Have you ever introduced a subtle bug that lurked undetected until your next deployment? I have! Here, I’ll describe a couple of different types of these bugs and early-warning systems that can catch them.
First, though, let’s talk about feedback loops. Here are a handful of development processes a software team performs, with some example frequencies:
- Edit text (continuously).
- Compile/test code (every few minutes).
- Commit and push to source control (a few times a day).
- Create a pull request (a few times a week).
- Release code to users (every two weeks).
Various feedback loops apply at each level, providing ways to catch different sets of problems:
- When you make a typo or violate a lint rule, that’s probably caught by your editor (#1).
- If a logic error slips into the new feature you’re building, that may be caught by the unit tests you run locally (#2).
- When your change inadvertently breaks something seemingly unrelated and way over on the other end of the codebase, that’s caught by the full test suite in CI, hopefully (#3).
What about if your change breaks part of the deployment process? When will that first get caught?
The answer can vary widely across different project circumstances, but on my current project, it’s “after the pull request lands” (call it step 4.5).
It’s not the end of the world, but it’s a very long feedback loop. When a deployment failure occurs, it may be due to code written many days or commits ago. And the delta to analyze — the diff between the last good deployment and the current broken one — may be large.
Read on for two different types of issues we’ve seen pop up at deployment time and measures we took to catch them earlier.
Problem: Production-mode Build Failure
Production builds often vary from development builds. That can include:
- Compiler options, optimization levels, security configuration, etc.
- Different dependencies installed/included (for a Node.js example,
npm install --productionexcludes
- Conditional presence of test/development features (test endpoints, mock integrations, etc.)
- Producing a special artifact for deployment that’s different from what’s used in local development.
Each of these represents a path that might not get exercised very often.
For a practical example, my current project uses a Docker-based deployment. The deployment pipeline performs a docker build, then pushes the resulting docker image to a remote registry, where it can be accessed by the cloud host.
Though we deploy with Docker, we don’t use it day-in and day-out for development and testing (those run in native Node.js processes). So if you inadvertently break the Docker build (say, by forgetting to add an environment variable to the Dockerfile), you might not notice until the next time the application tries to deploy.
Mitigation: Frequent Production Builds
This may seem obvious, but it’s easy to miss: perform the production build earlier, more frequently than the production deployment!

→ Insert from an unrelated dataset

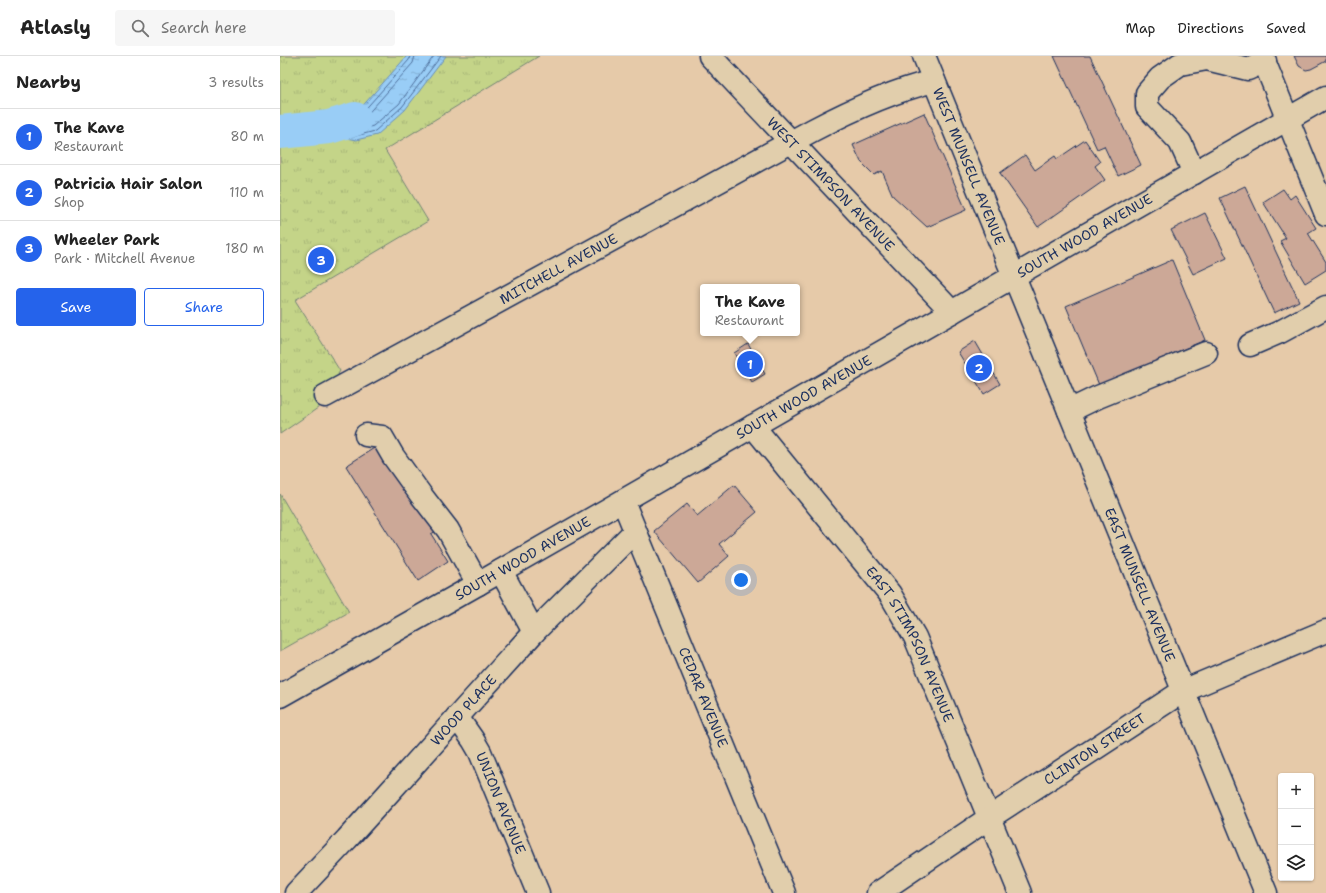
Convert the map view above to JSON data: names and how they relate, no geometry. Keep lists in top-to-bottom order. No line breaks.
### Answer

We added a CI job to perform Docker builds on every commit (not just those destined to be deployed). Since then, we’ve caught several problems of this type.
Problem: Infrastructure-as-code Provisioning Failure
Infrastructure-as-code is fantastic. It takes what can be a manual, error-prone, immediately-forgotten process and moves that into the deterministic, versioned, repeatable domain of code.
But that code — the code that deploys your servers and configures your databases — might not run (or build) all that often. My team found at least a couple of ways to inadvertently break ours.
For one example, our TypeScript CDK project shares some code with the rest of our app. But it was only getting built at deployment time, so errors caused by changes to the shared code could sneak in and break the provisioning job.
A second example relates to a cool benefit of using a general-purpose language to define resources: you can add extra validation logic. For certain types of errors that manifest at runtime in the deployed app (e.g., a missing environment variable), you can detect them at deployment time with a bit of logic (or maybe even at build-time, in a typed language!).
We have some validation like this, which prevented an error from making it to the deployed app (yay!). But the failure happened at deploy time after the changes had already landed on the shared dev branch (boo!).
Mitigation: Provisioning Dry Run
Though you might not want to provision resources on every single commit, you may be able to execute part of the provisioning process frequently.
Going back to my project’s example, in the TypeScript CDK tool, the provisioning process goes something like this:
- Provision CloudFormation stack from template.
Invoking cdk synth covers steps 1 and 2, functioning as a dry run without actually sending anything to AWS. We added this to a CI job that executes on every commit, and it has caught several problems!
You might be able to do something similar with
terraform plan, or presuambly with features provided by other infrastructure-as-code tools.
Limits and Tradeoffs
These new checks aren’t perfect. Our deployment process still runs infrequently, and there are still ways deployment can break that these mitigating techniques can’t catch.
Is it worth doing them? There are a bunch of factors to weigh:
- Frequency of catchable deployment issues (have you been bitten? more than once?)
- Cost of a failed deploy
- Development cost to implement mitigation
- Added time to CI pipeline
But perhaps the biggest factor is deployment frequency. Does your team regularly deploy feature branches while they’re in development (say, to Review Apps or to temporary sandbox environments)? Then you likely already have a good early warning system in place. If not, and deployment happens after the developer has moved on to another task, then some new checks may make sense.
How frequently does your team deploy? Do you have other infrequently-needed processes that you’ve worked to exercise more often?